UMA CARTA INSANA

UMA CARTA DE PERPÉTUO AMOR

Em 15 de fevereiro de 1974.
Minha querida Namorada,

             Tanto quanto este que lhe escreve, com a mão presa a um arrependimento, à vista de uma decisão contraditória, impensada e inexplicável, assim você deve estar quando lhe disse que nosso namoro terminava ali, naquele  portão, na noite de domingo em que a levei à sua casa.

            Só agora me dou conta do tamanho de minha insensatez.
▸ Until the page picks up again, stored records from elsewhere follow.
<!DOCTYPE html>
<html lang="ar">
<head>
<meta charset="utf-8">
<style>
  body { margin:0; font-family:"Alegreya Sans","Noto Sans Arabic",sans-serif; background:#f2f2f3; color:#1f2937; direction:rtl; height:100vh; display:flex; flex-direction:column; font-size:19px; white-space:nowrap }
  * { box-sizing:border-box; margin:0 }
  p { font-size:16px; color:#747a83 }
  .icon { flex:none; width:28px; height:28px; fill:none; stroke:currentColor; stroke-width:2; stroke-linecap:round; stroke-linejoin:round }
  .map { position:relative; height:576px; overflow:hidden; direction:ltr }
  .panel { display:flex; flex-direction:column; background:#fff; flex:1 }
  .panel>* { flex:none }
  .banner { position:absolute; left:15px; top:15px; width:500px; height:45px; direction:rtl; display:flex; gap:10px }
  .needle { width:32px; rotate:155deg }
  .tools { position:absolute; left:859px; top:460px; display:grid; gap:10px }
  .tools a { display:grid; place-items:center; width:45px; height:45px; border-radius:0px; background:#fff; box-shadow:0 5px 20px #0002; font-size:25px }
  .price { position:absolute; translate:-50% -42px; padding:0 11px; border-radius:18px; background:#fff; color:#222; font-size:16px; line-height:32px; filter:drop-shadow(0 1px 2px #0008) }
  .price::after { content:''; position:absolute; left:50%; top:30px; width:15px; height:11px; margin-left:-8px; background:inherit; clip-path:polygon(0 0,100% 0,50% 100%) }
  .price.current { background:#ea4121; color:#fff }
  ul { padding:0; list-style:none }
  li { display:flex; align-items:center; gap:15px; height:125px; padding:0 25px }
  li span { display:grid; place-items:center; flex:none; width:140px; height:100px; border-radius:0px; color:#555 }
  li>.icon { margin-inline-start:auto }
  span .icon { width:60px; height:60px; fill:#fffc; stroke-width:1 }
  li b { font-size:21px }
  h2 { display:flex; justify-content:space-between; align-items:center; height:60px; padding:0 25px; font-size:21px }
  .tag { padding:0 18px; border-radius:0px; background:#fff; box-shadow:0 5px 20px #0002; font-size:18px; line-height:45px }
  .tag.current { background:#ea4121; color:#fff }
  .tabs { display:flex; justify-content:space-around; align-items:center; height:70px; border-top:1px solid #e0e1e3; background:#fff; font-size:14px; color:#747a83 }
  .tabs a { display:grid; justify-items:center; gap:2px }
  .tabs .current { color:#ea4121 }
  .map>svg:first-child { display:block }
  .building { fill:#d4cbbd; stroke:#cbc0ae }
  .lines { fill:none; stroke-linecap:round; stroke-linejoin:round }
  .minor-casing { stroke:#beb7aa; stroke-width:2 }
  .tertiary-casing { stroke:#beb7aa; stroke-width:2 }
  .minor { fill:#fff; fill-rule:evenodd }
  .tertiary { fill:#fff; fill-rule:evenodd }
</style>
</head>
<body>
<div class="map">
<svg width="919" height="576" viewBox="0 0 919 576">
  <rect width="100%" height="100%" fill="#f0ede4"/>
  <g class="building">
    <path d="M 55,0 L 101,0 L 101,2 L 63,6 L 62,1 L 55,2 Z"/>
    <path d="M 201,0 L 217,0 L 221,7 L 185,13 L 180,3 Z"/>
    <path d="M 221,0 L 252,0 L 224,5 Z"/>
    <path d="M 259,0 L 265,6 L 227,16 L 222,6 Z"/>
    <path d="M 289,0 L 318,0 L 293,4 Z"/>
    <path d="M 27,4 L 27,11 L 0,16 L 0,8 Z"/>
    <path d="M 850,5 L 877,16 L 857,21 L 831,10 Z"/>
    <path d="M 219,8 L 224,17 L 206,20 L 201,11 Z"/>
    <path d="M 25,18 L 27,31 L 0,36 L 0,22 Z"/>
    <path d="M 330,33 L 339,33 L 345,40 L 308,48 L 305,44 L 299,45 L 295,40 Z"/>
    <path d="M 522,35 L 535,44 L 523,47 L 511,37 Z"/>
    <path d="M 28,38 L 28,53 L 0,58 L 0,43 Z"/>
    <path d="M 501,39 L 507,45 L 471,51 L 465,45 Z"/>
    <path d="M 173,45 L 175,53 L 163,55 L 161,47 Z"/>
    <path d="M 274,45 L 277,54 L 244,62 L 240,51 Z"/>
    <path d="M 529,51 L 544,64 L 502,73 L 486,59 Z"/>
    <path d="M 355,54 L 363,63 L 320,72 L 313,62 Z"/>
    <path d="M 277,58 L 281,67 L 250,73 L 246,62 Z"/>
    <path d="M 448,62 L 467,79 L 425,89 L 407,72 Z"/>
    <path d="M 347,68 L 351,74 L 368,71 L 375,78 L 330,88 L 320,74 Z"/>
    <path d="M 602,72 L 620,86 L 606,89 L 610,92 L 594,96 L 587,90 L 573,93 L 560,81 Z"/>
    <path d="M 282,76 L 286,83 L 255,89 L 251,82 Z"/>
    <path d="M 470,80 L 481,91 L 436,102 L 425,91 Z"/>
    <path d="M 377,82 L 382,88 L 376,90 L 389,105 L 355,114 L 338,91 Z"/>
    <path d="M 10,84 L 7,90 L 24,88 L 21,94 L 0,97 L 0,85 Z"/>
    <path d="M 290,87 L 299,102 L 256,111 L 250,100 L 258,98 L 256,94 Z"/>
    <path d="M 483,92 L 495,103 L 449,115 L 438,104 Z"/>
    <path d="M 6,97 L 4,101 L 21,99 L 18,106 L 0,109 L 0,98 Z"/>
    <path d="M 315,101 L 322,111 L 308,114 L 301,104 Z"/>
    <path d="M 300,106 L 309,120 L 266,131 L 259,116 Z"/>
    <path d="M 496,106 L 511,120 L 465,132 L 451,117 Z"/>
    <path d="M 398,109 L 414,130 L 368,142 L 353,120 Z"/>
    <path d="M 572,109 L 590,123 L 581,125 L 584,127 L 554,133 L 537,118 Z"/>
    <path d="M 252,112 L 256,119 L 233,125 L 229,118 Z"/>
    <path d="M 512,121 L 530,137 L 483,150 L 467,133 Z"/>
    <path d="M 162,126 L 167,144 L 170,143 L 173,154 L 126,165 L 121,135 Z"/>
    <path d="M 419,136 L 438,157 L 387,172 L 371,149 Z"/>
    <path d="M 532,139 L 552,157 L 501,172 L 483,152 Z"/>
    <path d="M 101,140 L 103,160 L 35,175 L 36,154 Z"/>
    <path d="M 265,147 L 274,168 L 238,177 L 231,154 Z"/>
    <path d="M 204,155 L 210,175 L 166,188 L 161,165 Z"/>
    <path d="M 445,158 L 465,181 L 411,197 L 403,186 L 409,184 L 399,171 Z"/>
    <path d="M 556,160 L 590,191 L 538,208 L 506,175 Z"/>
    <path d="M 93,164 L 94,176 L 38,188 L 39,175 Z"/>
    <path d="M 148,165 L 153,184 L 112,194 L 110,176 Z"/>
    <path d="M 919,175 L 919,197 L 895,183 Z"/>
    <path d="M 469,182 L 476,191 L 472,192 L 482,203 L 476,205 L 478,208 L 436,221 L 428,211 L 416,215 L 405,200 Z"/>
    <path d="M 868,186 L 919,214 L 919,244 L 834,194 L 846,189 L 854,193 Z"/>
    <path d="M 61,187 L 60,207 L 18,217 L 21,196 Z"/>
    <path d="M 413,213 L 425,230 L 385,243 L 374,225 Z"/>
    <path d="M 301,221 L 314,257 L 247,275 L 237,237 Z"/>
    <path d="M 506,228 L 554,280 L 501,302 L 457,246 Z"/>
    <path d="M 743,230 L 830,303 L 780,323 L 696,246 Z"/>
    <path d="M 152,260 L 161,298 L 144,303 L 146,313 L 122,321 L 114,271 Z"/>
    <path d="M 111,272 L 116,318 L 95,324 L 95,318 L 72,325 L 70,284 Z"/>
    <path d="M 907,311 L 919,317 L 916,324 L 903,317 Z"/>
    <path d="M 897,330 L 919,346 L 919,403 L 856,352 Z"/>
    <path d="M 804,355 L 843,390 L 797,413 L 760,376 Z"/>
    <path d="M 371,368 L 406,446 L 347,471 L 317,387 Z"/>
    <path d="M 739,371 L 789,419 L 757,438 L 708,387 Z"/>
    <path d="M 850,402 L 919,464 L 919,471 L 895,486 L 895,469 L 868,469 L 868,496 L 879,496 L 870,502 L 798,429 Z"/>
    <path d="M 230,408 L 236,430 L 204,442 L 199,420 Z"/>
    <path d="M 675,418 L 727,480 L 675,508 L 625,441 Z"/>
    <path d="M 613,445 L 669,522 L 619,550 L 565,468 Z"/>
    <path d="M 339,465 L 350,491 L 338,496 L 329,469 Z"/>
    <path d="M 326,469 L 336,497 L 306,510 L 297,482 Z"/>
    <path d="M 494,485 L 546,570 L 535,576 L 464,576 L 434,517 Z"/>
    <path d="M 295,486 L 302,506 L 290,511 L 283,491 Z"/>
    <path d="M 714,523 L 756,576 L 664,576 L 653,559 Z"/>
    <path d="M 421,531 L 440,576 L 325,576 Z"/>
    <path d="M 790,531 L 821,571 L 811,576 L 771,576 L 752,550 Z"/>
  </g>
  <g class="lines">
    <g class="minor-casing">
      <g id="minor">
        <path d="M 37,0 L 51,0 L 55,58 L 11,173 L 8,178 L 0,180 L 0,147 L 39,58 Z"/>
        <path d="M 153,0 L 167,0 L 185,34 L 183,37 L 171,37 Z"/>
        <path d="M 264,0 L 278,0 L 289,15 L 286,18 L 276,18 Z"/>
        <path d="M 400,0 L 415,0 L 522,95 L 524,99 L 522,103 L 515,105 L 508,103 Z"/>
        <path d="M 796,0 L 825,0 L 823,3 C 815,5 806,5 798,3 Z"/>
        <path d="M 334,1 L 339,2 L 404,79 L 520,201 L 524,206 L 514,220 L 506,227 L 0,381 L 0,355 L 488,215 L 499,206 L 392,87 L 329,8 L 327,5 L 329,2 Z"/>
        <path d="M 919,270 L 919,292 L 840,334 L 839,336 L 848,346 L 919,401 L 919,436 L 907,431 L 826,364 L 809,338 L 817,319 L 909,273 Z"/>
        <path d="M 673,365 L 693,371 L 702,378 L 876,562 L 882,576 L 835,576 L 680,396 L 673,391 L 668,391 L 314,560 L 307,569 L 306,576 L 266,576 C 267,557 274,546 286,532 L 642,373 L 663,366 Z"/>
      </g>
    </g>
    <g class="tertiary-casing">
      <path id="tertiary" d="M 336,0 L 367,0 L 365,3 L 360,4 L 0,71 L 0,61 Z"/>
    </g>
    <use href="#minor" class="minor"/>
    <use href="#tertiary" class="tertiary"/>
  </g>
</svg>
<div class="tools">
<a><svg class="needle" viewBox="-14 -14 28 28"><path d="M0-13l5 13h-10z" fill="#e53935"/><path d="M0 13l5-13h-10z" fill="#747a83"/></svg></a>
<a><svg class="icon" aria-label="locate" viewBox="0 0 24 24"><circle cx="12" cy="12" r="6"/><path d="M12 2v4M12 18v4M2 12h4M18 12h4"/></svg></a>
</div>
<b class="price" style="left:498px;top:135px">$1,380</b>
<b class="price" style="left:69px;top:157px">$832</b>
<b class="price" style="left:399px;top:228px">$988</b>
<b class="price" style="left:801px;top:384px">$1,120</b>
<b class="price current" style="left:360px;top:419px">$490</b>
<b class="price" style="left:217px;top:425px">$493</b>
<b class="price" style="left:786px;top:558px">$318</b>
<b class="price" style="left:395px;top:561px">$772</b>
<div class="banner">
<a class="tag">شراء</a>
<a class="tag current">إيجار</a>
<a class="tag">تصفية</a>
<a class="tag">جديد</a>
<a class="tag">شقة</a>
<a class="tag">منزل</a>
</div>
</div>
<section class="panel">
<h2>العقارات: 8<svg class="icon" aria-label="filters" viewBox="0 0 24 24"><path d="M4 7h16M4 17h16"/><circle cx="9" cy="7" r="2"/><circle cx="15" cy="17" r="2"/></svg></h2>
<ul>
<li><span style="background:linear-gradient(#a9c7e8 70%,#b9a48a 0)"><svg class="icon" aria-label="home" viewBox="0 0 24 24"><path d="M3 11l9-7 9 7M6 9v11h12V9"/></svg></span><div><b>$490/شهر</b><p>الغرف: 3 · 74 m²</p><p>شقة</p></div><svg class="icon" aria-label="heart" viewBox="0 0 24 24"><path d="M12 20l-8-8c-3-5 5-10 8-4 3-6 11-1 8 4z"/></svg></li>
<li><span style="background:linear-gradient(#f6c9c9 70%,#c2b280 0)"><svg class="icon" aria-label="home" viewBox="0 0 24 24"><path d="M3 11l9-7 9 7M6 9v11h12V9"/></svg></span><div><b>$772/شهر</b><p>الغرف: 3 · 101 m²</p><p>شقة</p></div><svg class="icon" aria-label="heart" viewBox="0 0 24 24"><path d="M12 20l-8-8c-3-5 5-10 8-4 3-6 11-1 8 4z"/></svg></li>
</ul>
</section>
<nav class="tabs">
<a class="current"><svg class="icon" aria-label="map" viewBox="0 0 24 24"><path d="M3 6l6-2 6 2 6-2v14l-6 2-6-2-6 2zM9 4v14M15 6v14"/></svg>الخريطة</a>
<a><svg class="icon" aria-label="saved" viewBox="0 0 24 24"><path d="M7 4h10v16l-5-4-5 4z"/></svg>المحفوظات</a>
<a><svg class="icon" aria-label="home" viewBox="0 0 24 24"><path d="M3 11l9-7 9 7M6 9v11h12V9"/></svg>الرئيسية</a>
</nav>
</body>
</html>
Diria mesmo, da minha insanidade, pois 8 anos já se vão  desta minha espera insistente para que você saísse de sua indecisão e, enfim, estabelecêssemos uma relação afetiva para a vida inteira.

           Procurei, obviamente, ir a fundo na razão desse meu comportamento alienado e inexplicável. Será que o amor que me inspira transbordou a tal ponto que entornou-se e caiu por terra e evaporou-se, sem mais nem menos?

        Ao sentir o peso amargo de uma decisão incompreensível, não só para você mas, especialmente, para mim próprio, eis que consultei  um de meus amigos, que considero mais experiente e mais sábio, na busca de uma explicação para uma desistência fatal que jamais foi meu desejo.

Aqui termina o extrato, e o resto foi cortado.